The corresponding entries in identity (2.23) are equal, so we obtain (2.17)–(2.19).

Thus,

$S^{-1} = \begin{pmatrix} 0 & a^{-1} \\ b^{-1}q^{-1} \left ( x \right ) &-p\left ( x \right ) q^{-1}\left ( x \right ) \end{pmatrix}.$

According to Cayley Hamilton's theorem, the following matrix $S^{-1}$ identity is obtained:

$\begin{equation*} S^{-2} +p\left ( x \right )q^{-1} \left ( x \right )S ^{-1}-a^{-1} b^{-1} q^{-1} \left ( x \right ) I = 0, \end{equation*}$

then,

$\begin{equation*} \left ( S^{-2} \right ) ^{m} = \left ( a^{-1} b^{-1} q^{-1} \left ( x \right ) I- p\left ( x \right )q^{-1} \left ( x \right )S ^{-1} \right )^{m} = q^{-m} \left ( x \right ) \sum\limits_{k = 0}^{m}\binom{m}{k}\left ( -1 \right ) ^{k} p^{k} \left ( x \right ) S^{-k}\left ( ab \right ) ^{k-m}. \end{equation*}$

We obtain

$\begin{equation} \begin{aligned} \left ( ab \right ) ^{-m}& \begin{pmatrix} F_{-2m+1}\left ( x \right ) & a^{-1}b q\left ( x \right )F_{-2m}\left ( x \right ) \\ F_{-2m}\left ( x \right ) & q\left ( x \right )F_{-2m-1}\left ( x \right ) \end{pmatrix} = \left ( abq\left ( x \right ) \right ) ^{-m} \sum\limits_{k = 0}^{m}\binom{m}{k}\left ( -1 \right ) ^{k} p^{k}\left ( x \right )\left ( ab \right )^{\frac{k-\zeta \left ( k \right ) }{2} } \begin{pmatrix} b^{\zeta\left ( k \right ) }F_{-k+1} \left ( x \right ) & a^{-\zeta\left ( k+1 \right ) }bq\left ( x \right )F_{-k} \left ( x \right ) \\ a^{\zeta \left ( k \right ) }F_{-k} \left ( x \right ) & b^{\zeta \left ( k \right ) }q\left ( x \right )F_{-k-1} \left ( x \right ) \end{pmatrix} .\end{aligned} \end{equation}$

(2.24)

The corresponding entries in identity (2.24) are equal, so we obtain (2.20)–(2.22). □

3. The generalized bi-periodic Lucas polynomial

Inspired by ^[18], in this section, we define the generalized bi-periodic Lucas polynomial $\left \{ L_{n} \left (x \right) \right \}$ as follows:

Definition 3.1. The generalized bi-periodic Lucas polynomial is defined by

$L_{0} \left ( x \right ) = 2,\quad L_{1} \left ( x \right ) = ap\left ( x \right )$

and

$\begin{equation*} {L_{n}\left ( x \right ) = } \begin{cases} bp\left ( x \right ) L_{n-1}\left ( x \right )+q\left ( x \right )L_{n-2}\left ( x \right ), \quad & \text{if } n \text{ is even and } n \geq 2 ,\\ ap\left ( x \right ) L_{n-1}\left ( x \right )+q\left ( x \right )L_{n-2}\left ( x \right ) , \quad & \text{if } n \text{ is odd and } n \geq 3 , \end{cases} \end{equation*}$

where $a$ and $b$ are nonzero real numbers, and $p\left (x \right)$ , $q\left (x \right)$ are nonzero polynomials in $Q \left [ x \right ]$ .

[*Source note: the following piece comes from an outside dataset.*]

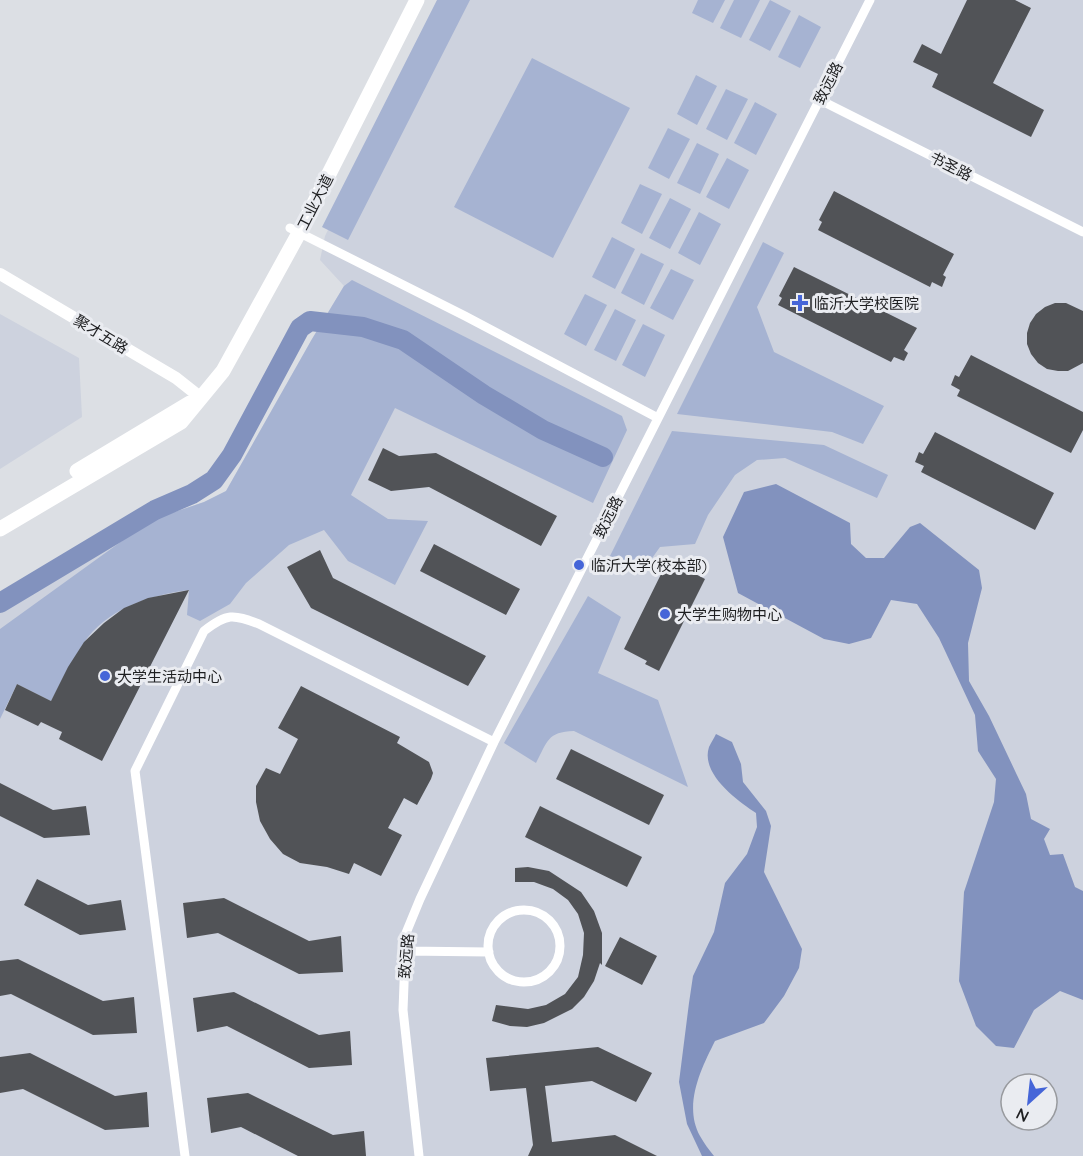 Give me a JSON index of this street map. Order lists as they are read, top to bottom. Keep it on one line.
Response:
{"streets":{"main road":["工业大道"],"street":["致远路","书圣路","聚才五路"]},"crossings":[["致远路","书圣路"],["工业大道","聚才五路"]],"places":{"health":["临沂大学校医院"],"other":["临沂大学(校本部)","大学生购物中心","大学生活动中心"]},"north":"bottom left"} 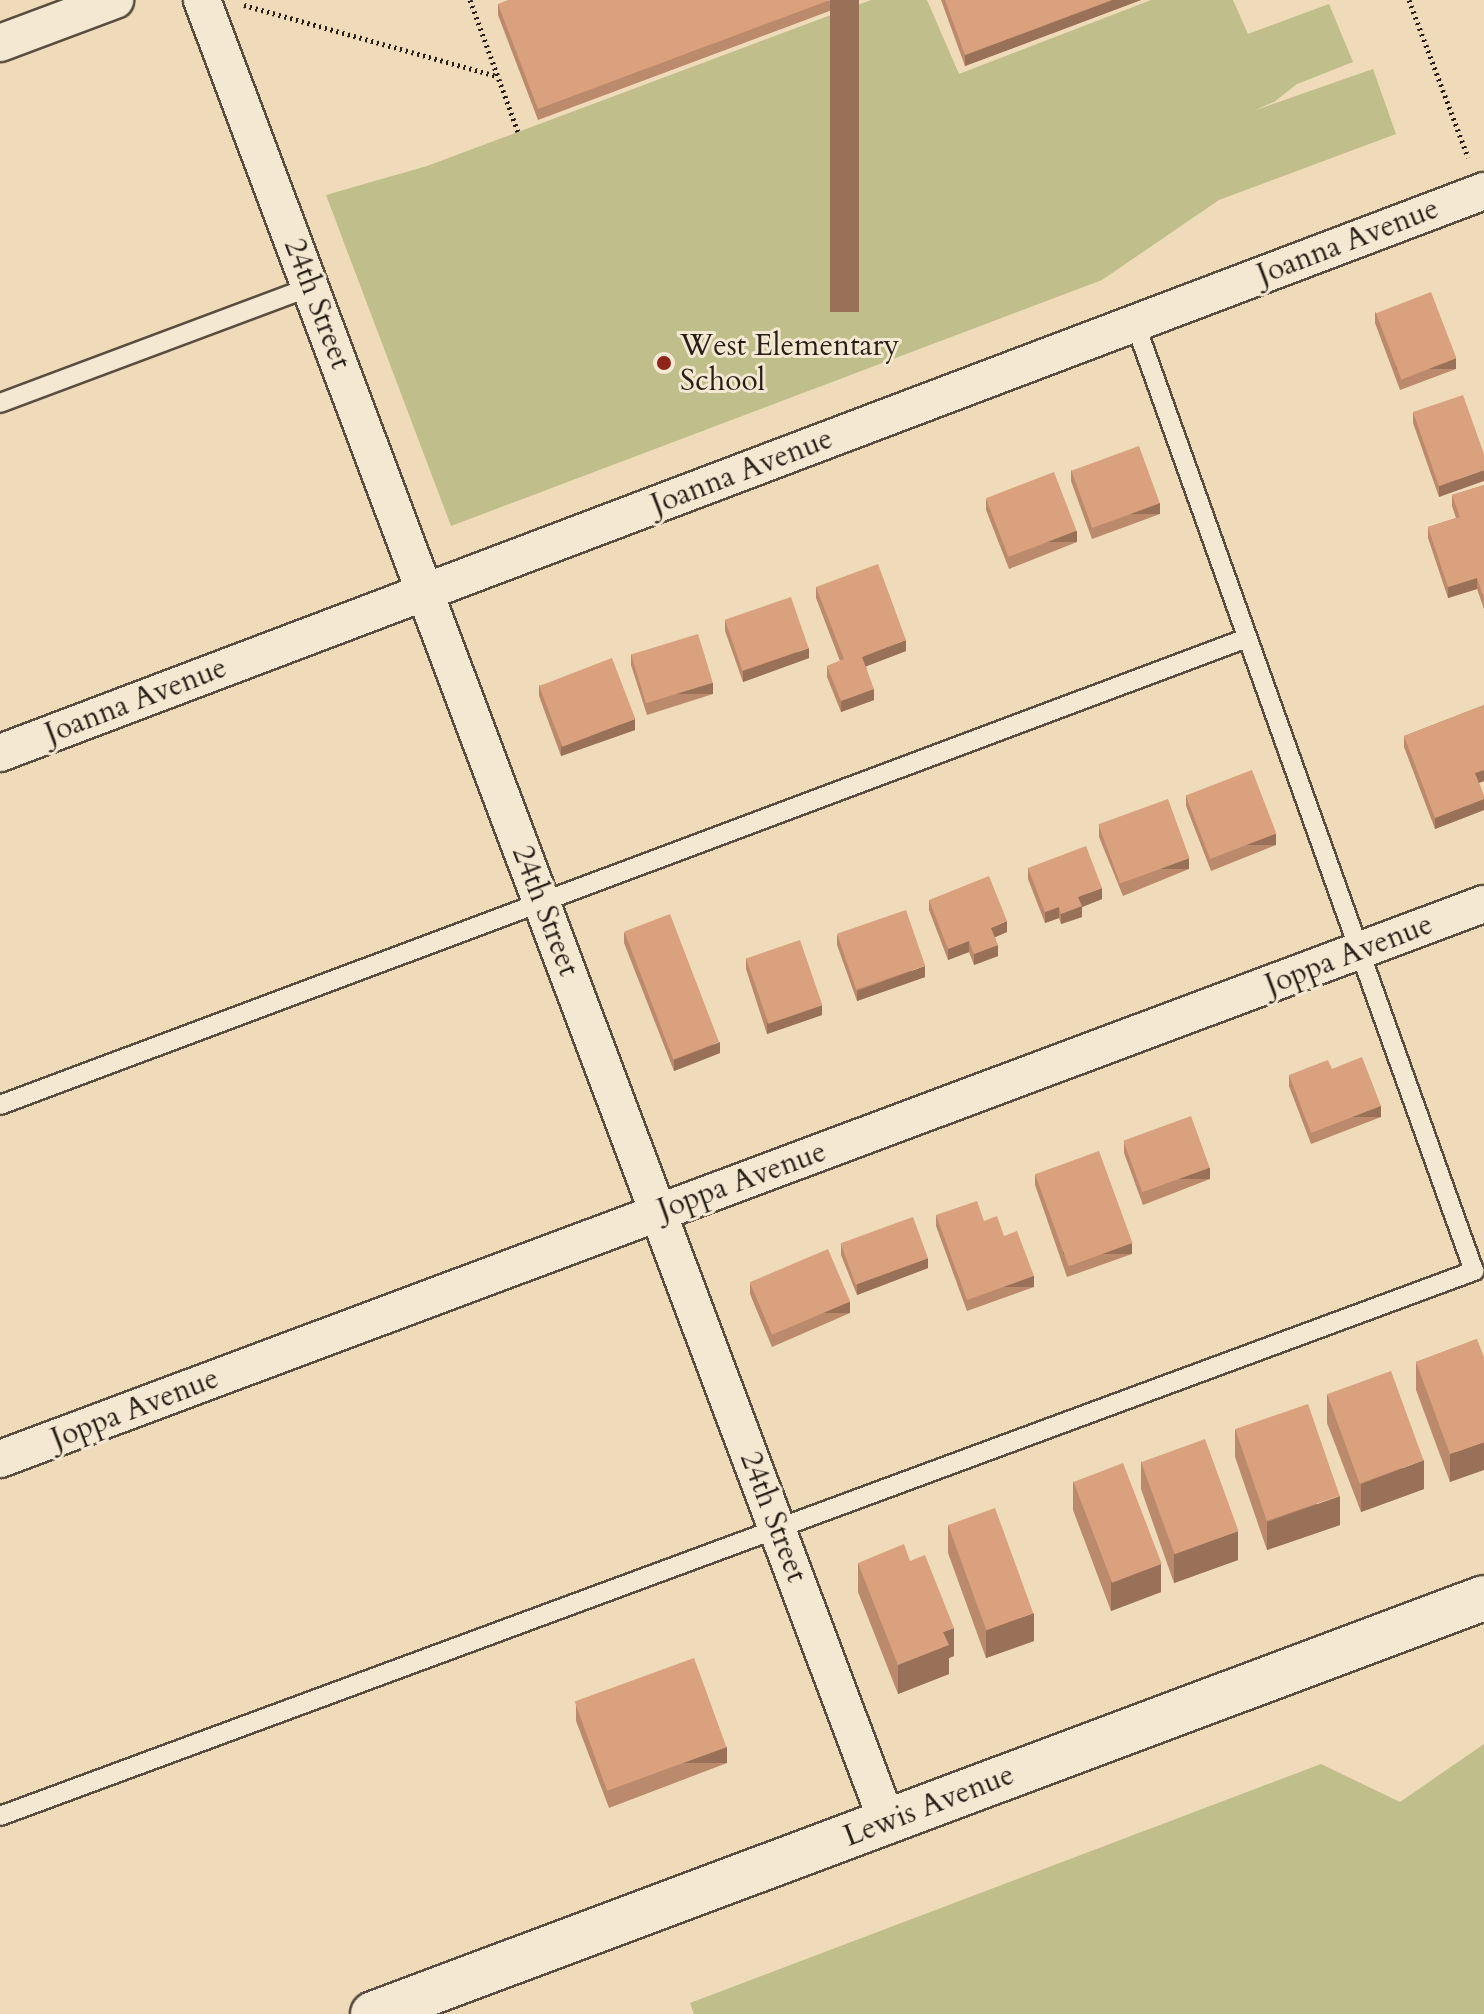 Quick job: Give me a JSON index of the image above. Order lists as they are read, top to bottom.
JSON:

According to the definition, we obtain another expression of the generalized bi-periodic Lucas polynomial as follows:

$\begin{equation} L_{m}\left ( x \right ) = a^{\zeta \left ( m \right ) } b^{1-\zeta \left ( m \right ) }p\left ( x \right )L_{m-1} \left ( x \right ) +q\left ( x \right )L_{m-2}\left ( x \right ), \quad m\ge 2, \end{equation}$

(3.1)

where

$\zeta \left ( m \right ) = m-2\left \lfloor \frac{m}{2} \right \rfloor$

is the parity function, with $\left \lfloor \cdot \right \rfloor$ denoting the floor function. The characteristic polynomial of the generalized bi-periodic Lucas polynomial is

$\begin{equation*} t^{2} -p\left ( x \right ) abt-q\left ( x \right )ab = 0 , \end{equation*}$

and the roots are

$\sigma \left ( x \right ) = \frac{abp\left ( x \right )+\sqrt{a^{2}b^{2}p^{2}\left ( x \right )+4abq\left ( x \right ) } }{2}$

and

$\tau \left ( x \right ) = \frac{abp\left ( x \right )-\sqrt{a^{2}b^{2}p^{2}\left ( x \right )+4abq\left ( x \right ) } }{2} .$

We have:

(p) $\sigma \left (x \right) +\tau \left (x \right) = abp\left (x \right)$ ,

(q) $\sigma \left (x \right) -\tau \left (x \right) = \sqrt{p^{2}\left (x \right)a^{2} b^{2}+4q\left (x \right)ab }$ ,

(r) $\sigma \left (x \right) \tau \left (x \right) = -abq\left (x \right)$ .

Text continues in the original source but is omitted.